The Achaemenid Persian Empire (c. 500 BC)
In the early sixth century BC, the Middle East was a theatre of war between several empires competing for dominance of the region. The Median Empire asserted its control over all of Iran and the mountainous areas directly north of Mesopotamia while the so-called Neo-Babylonian Empire toppled the Assyrians and consolidated its power centre in the fertile lands between the Euphrates and Tigris.

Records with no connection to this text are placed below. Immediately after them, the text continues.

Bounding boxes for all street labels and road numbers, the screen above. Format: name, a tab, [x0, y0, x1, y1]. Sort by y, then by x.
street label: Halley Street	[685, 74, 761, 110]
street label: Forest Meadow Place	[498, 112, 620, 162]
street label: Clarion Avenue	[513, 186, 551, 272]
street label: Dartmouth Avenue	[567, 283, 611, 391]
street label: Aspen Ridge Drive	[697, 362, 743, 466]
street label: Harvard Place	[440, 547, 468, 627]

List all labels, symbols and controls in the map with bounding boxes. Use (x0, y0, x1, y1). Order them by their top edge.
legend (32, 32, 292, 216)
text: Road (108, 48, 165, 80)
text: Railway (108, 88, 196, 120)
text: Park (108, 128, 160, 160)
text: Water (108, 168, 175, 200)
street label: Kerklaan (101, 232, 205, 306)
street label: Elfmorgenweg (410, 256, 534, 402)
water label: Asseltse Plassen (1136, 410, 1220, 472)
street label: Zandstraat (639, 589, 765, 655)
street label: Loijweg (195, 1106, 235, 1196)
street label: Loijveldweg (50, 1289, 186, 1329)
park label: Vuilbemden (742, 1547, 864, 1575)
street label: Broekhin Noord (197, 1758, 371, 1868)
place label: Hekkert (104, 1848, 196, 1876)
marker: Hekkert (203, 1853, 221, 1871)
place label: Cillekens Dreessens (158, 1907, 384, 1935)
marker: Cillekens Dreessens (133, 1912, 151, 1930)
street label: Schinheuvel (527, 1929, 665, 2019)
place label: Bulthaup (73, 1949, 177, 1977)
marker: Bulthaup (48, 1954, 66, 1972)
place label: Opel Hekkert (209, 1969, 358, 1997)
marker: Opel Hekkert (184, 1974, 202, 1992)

Meanwhile, after the fall of the New Kingdom and the ensuing centuries of internal conflict, Egypt managed to reconsolidate one more time under its twenty-sixth dynasty. In a beautiful example of how history always seems to repeat itself, the reborn Egypt challenged the Neo-Babylonian Empire for control of the eastern Mediterranean coasts, much like the New Kingdom had battled the Hittites centuries earlier. Yet the days of Egypt’s greatness under the New Kingdom were long gone. The Neo-Babylonian Empire soundly defeated Egypt and pressed into Palestine, capturing Jerusalem in 587 BC and turning Egypt into a de facto puppet state. Babylon thus emerged victorious and became the supreme centre of the ancient world.
However, fortunes were about to shift completely. Shortly before 550 BC, the Median Empire faced a revolt in southern Iran which paved the way for the rise of a new power: the Achaemenid Persians, led by Cyrus the Great. Taking over control of southern Iran, the Persian heartland, Cyrus embarked on a systematic campaign of conquest in the Middle East. Persian forces swept westwards, reaching Lydia by 545 BC, overthrowing the Lydian kingdom of Croesus and taking over much of Asia Minor. Only a few years later, the Neo-Babylonian Empire underwent the same fate when Cyrus defeated its armies in 539 BC at Babylon itself, simultaneously ending the Babylonian Captivity of the Jews. Next, the Persian war machine stormed into the east and Cyrus expanded his empire as far as the north-eastern regions of Iran, where he ultimately fell in battle against the nomads of Central Asia. His son and successor Cambyses continued the Persian rise to power, consolidating Persian holdings and annexing Egypt by 525 BC.
In approximately thirty years time, the Achaemenid Persians had created the largest empire the world had ever seen until then, uniting for the first time the entire region of Egypt, the Middle East and Iran under one empire. This implied the de facto unification of most of the sedentary and urbanised world in the west of Asia. Cambyses’ successor Darius managed to keep the empire together despite a number of revolts and steered it to its zenith of power. The empire was divided up into approximately twenty provinces, called satrapies, of which the inhabitants were allowed significant local autonomy as long as Persian lordship was recognised.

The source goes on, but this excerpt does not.